スポーツの秋。中央体育祭が終わると学校の一大イベントのひとつである運動会が待っている。目玉はもちろん全校生徒によるマスゲームだが、中でも今年の注目は舞踊〈万豊年〉である。こんな小さな学校であの大作をやろうというのだから、もう驚きを通り越して無謀にさえ思えてくる。

学生数が少ないこの学校では、時に先生もマスゲームに動員される。社会人1年生のヒョングは当然のごとくマスゲームに動員された。学生たちの最後尾で組体操をしハイライトの「4重塔」では中3に混じって土台となる。(教員なのにマスゲーム皆勤賞…何か俺も学生みたいだな…)

実はヒョングは高校時代はブラスバンド部だったので、マスゲームに参加するのは中級部以来である。懐かしさも相まって学生たちとの練習が新鮮にさえ思えた。最初は失敗ばかりだった「4重塔」は練習を重ねた結果、秩序のある安定した「4重塔」と変化した。残る心配は天気だけだ。運動会の2日ほど前から雲行きが怪しく、当日の天気予報は雨である。

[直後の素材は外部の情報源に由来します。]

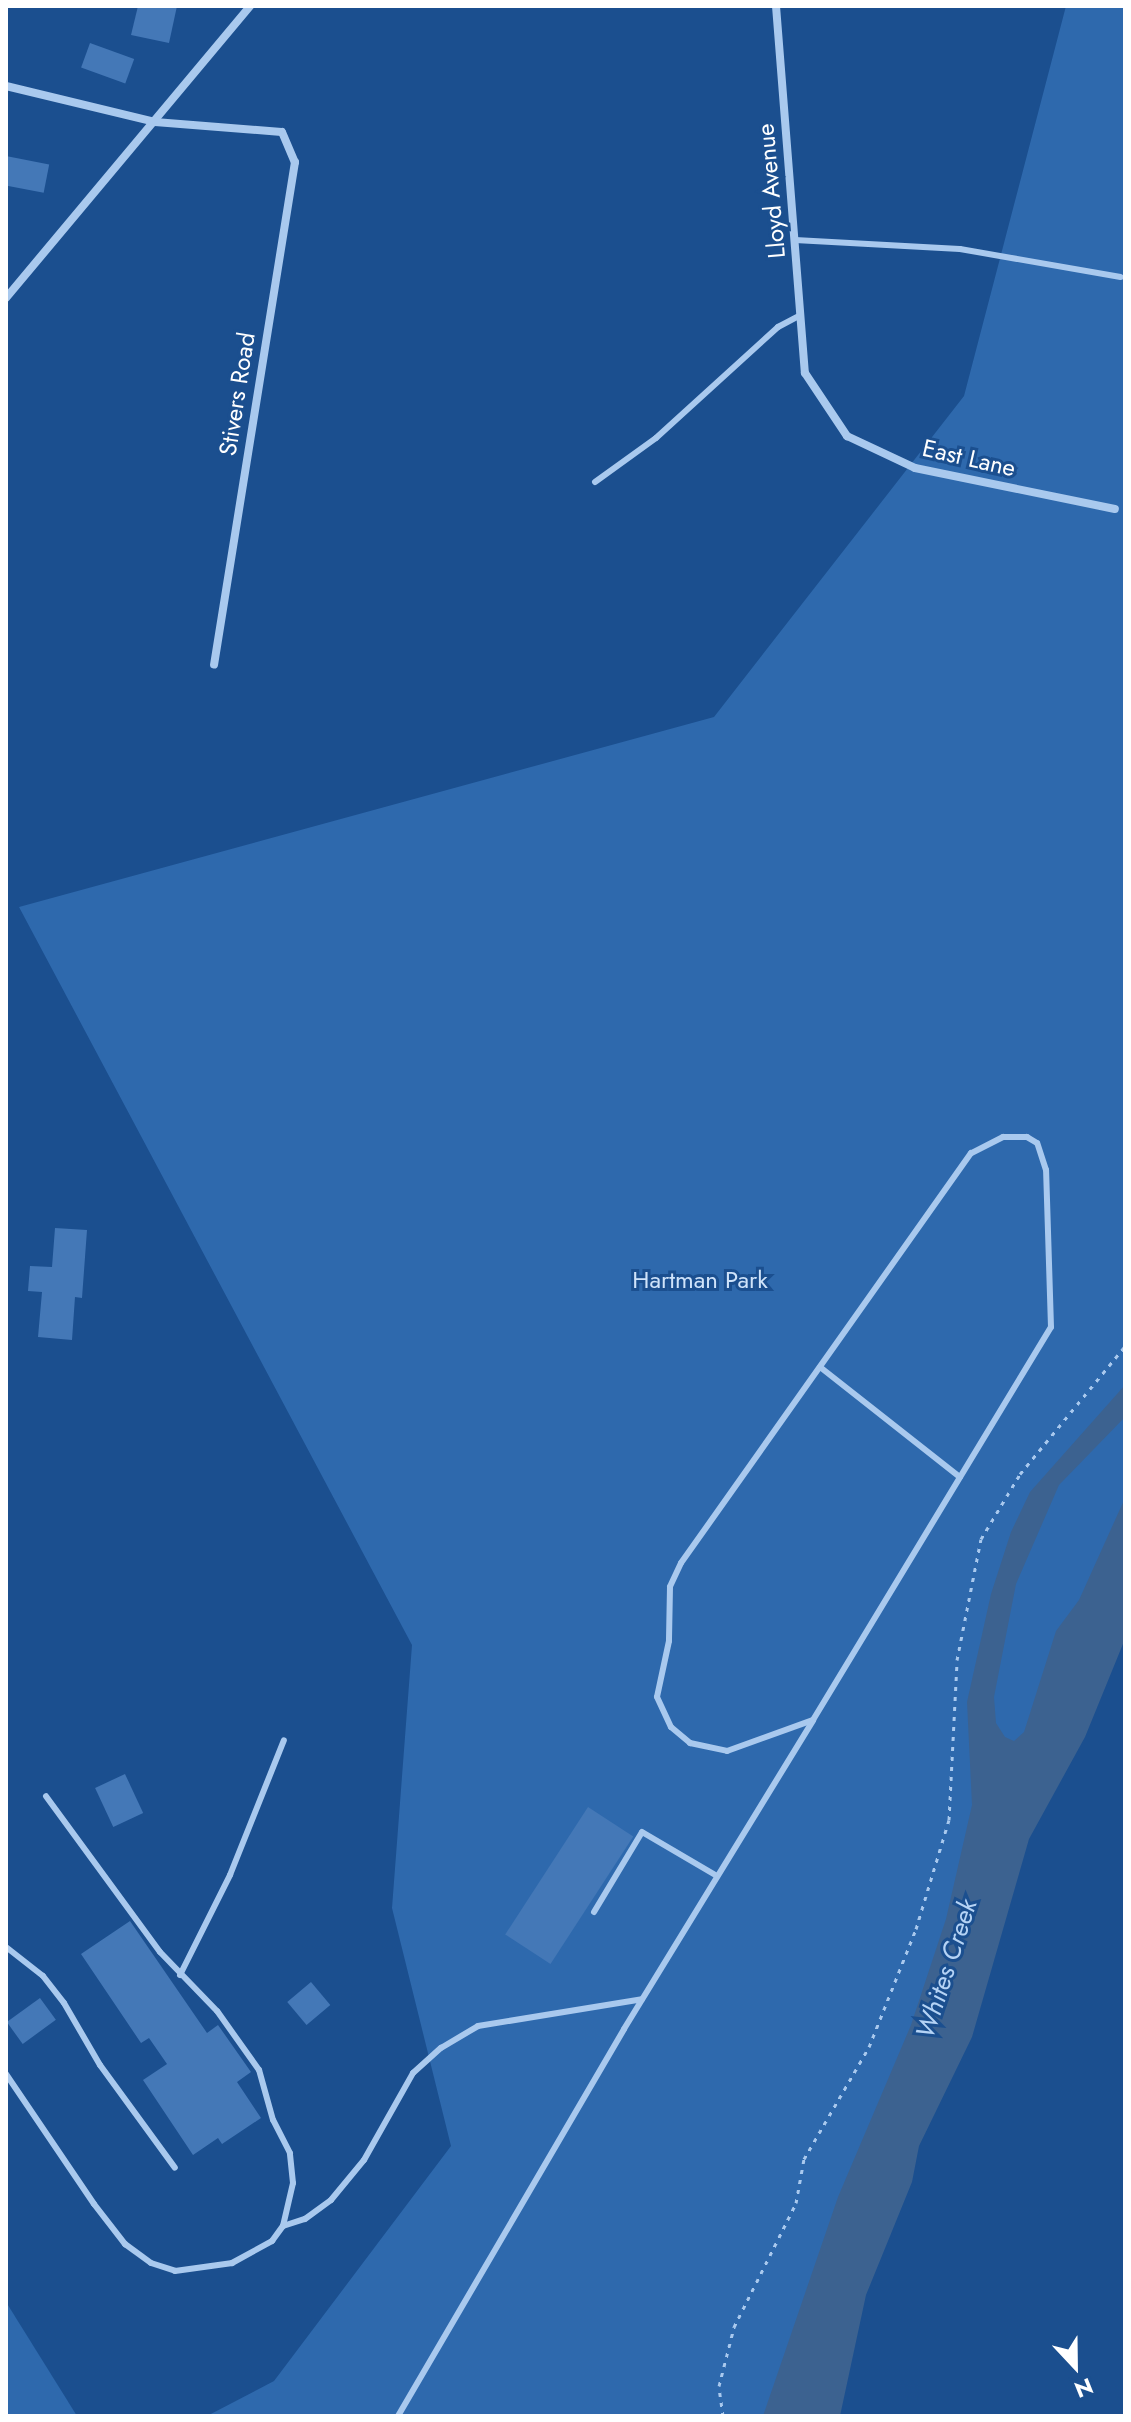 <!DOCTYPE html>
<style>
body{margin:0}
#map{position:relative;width:1131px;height:2422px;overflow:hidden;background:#1b4f8f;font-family:Jost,sans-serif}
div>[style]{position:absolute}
.green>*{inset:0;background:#2e69ad}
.water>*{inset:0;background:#3c6290}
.building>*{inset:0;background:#4478b7;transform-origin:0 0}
.path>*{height:3px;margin-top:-1.5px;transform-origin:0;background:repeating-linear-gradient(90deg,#a9c9ee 0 4px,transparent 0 10px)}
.service>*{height:6px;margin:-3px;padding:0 3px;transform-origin:3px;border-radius:3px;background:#a9c9ee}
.minor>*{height:8px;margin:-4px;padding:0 4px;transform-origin:4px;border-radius:4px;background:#a9c9ee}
span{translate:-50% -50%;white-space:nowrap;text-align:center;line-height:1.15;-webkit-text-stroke:6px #1b4f8f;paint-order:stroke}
.street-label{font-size:24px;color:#fff}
.park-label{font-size:24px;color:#cfe3fa}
.water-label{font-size:26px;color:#b5d3f5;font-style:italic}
.frame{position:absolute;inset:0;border:8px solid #fff;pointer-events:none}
.north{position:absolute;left:1035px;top:2326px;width:80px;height:80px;-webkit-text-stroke:6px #1b4f8f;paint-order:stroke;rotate:158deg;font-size:22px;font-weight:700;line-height:32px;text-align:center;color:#fff}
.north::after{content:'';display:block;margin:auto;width:28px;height:36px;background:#fff;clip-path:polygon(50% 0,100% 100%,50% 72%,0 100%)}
</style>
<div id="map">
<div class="green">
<div style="clip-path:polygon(1066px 6px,1125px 6px,1125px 1515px,809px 2416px,207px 2416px,274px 2381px,451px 2146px,392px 1908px,412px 1645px,19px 907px,714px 717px,964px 396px)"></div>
<div style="clip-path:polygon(6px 2302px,77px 2416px,6px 2416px)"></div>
</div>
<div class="water">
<div style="clip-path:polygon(1125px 1385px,1125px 1417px,1059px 1485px,1016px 1584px,994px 1697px,996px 1723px,1005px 1737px,1014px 1741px,1024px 1732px,1056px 1631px,1079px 1600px,1125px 1498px,1125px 1639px,1085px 1737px,1029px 1839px,972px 2037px,919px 2146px,912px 2182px,866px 2295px,840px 2416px,763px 2416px,838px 2197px,911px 2025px,946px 1919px,972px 1805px,967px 1702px,991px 1594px,1011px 1532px,1030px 1492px)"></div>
</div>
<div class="building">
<div style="clip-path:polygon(138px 6px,177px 6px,169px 43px,131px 35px)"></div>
<div style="left:90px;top:43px;width:47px;height:26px;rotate:20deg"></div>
<div style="left:6px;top:156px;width:44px;height:29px;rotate:11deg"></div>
<div style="clip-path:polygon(55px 1228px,87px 1230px,82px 1298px,75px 1297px,72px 1340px,38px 1337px,42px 1292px,28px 1291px,30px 1266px,52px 1267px)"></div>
<div style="left:125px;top:1774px;width:43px;height:33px;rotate:65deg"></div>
<div style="left:588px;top:1807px;width:54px;height:152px;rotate:33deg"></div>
<div style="clip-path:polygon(130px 1921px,207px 2033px,218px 2025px,251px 2072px,237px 2082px,261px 2118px,222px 2144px,218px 2138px,193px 2155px,143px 2080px,167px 2064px,149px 2038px,141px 2043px,81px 1954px)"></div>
<div style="left:311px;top:1982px;width:30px;height:31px;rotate:50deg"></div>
<div style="left:40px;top:1998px;width:27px;height:41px;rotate:54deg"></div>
</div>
<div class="path">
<div style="left:723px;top:2416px;width:30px;rotate:-98deg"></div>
<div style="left:719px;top:2386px;width:61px;rotate:-75.7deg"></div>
<div style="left:734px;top:2327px;width:139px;rotate:-63.4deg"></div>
<div style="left:796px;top:2203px;width:45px;rotate:-79.7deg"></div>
<div style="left:804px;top:2159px;width:129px;rotate:-59.9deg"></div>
<div style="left:869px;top:2047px;width:127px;rotate:-68.3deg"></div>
<div style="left:916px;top:1929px;width:114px;rotate:-73.2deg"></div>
<div style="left:949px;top:1820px;width:160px;rotate:-87.1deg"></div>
<div style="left:957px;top:1660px;width:123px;rotate:-78.8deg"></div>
<div style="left:981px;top:1539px;width:76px;rotate:-59deg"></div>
<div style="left:1020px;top:1474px;width:166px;rotate:-50.6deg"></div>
</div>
<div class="service">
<div style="left:795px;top:240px;width:165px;rotate:3.1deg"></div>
<div style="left:960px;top:249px;width:163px;rotate:9.9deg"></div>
<div style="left:595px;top:482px;width:75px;rotate:-35.8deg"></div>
<div style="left:656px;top:438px;width:165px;rotate:-42.3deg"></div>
<div style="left:778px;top:327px;width:26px;rotate:-28deg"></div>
<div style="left:820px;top:1367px;width:178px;rotate:38.2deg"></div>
<div style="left:594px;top:1912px;width:93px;rotate:-59deg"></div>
<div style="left:642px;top:1832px;width:87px;rotate:30.4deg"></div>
<div style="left:6px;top:1947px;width:47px;rotate:38.1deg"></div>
<div style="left:43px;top:1976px;width:34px;rotate:52deg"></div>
<div style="left:64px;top:2003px;width:72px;rotate:59.9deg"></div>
<div style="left:100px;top:2065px;width:127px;rotate:53.9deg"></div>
<div style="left:180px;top:1975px;width:112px;rotate:-63.4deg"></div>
<div style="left:230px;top:1875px;width:145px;rotate:-68.2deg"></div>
<div style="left:6px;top:2074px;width:157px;rotate:55.9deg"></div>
<div style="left:94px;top:2204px;width:51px;rotate:52.2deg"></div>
<div style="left:125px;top:2244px;width:32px;rotate:36deg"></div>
<div style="left:151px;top:2263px;width:25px;rotate:18deg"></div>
<div style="left:175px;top:2271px;width:58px;rotate:-8deg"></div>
<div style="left:232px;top:2263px;width:46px;rotate:-28.8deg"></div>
<div style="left:272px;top:2241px;width:19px;rotate:-54deg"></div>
<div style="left:283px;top:2226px;width:44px;rotate:-76.9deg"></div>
<div style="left:293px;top:2183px;width:30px;rotate:-96deg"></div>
<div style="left:290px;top:2153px;width:37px;rotate:-117deg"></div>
<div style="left:273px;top:2120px;width:52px;rotate:-105.6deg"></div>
<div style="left:259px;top:2070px;width:72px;rotate:-125.4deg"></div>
<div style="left:217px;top:2011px;width:82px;rotate:-134deg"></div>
<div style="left:160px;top:1952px;width:193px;rotate:-126.2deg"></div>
<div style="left:283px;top:2226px;width:23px;rotate:-18deg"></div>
<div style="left:305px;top:2219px;width:32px;rotate:-36deg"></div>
<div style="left:331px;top:2200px;width:52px;rotate:-50.5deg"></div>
<div style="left:364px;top:2160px;width:100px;rotate:-60.6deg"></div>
<div style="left:413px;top:2073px;width:38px;rotate:-42deg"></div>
<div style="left:441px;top:2048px;width:43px;rotate:-30.7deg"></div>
<div style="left:478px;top:2026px;width:166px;rotate:-9.3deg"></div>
<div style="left:398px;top:2416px;width:448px;rotate:-59.7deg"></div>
<div style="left:624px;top:2029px;width:362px;rotate:-58.5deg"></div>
<div style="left:813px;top:1720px;width:459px;rotate:-58.8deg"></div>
<div style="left:1051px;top:1327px;width:157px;rotate:-91.8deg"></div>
<div style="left:1046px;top:1170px;width:28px;rotate:-108deg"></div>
<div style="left:1037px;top:1143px;width:12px;rotate:-149deg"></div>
<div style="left:1027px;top:1137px;width:24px;rotate:180deg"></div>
<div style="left:1003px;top:1137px;width:36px;rotate:153deg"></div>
<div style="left:971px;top:1153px;width:502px;rotate:125.27deg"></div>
<div style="left:681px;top:1563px;width:26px;rotate:115deg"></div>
<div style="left:670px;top:1587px;width:54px;rotate:91.1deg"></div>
<div style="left:669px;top:1641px;width:57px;rotate:102.1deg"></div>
<div style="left:657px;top:1697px;width:33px;rotate:65deg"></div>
<div style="left:671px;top:1727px;width:25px;rotate:40deg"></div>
<div style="left:690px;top:1743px;width:38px;rotate:12deg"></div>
<div style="left:727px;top:1751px;width:91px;rotate:-19.8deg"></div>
</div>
<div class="minor">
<div style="left:776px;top:6px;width:368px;rotate:85.5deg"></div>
<div style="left:805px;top:373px;width:76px;rotate:56.3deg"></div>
<div style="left:847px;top:436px;width:75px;rotate:25.2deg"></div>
<div style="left:915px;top:468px;width:204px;rotate:11.6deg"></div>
<div style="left:6px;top:86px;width:153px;rotate:13.6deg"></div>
<div style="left:155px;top:122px;width:127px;rotate:4.5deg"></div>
<div style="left:282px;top:132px;width:33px;rotate:67deg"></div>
<div style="left:295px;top:162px;width:509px;rotate:99.15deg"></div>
<div style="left:6px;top:298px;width:381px;rotate:-50.1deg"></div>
</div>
<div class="street-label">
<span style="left:771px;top:191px;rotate:-95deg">Lloyd Avenue</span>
<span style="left:237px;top:394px;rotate:-81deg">Stivers Road</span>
<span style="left:969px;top:458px;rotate:13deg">East Lane</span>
</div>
<div class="park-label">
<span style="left:700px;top:1280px">Hartman Park</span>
</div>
<div class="water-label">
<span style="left:947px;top:1969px;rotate:-72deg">Whites Creek</span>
</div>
<div class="frame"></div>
<div class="north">N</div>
</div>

運動会の当日。ヒョングは朝5時半頃にたたき起こされた。夜半まで続いていた雨は上がったが、運動場は所々に水溜りができていて至急の処置が必要だったのである。(こんなに水たまりだらけで大丈夫か? 運動会はできるのか?)ヒョングは少し心配になった。学生たちはもちろん同胞たちも楽しみにしている運動会、せっかく雨が上がったのにこんなコンディションでは開催は難しい。

だが、教員たちは諦めてはいない。グンサン先生はバケツとスコップを準備して先に作業を始めていた。教務主任や通勤組の教員たちも早くから集まっていた。「先生たち!我々の力で運動会を定時に始めましょう!」教務主任が先生たちにゲキを飛ばした。その言葉に応じるように先生たちがテキパキと動き出す。ある者はスコップで、またある者は大きな布を何人かで広げて水を吸わせる…

いつの間に加わったのか寮生たちも一緒になってバケツを運び水たまりに砂をかける。席取りのために早く来た学父母たちも作業を手伝ってくれた。

作業すること2時間、運動場から水たまりが消えた。時計は既に8時を回っていた。運動会の開始は9時である。果たして間に合うのだろうか。猛スピードで旗を吊るして新しいラインを引いて…運動会の準備完了。どうにか開始時刻に間に合った!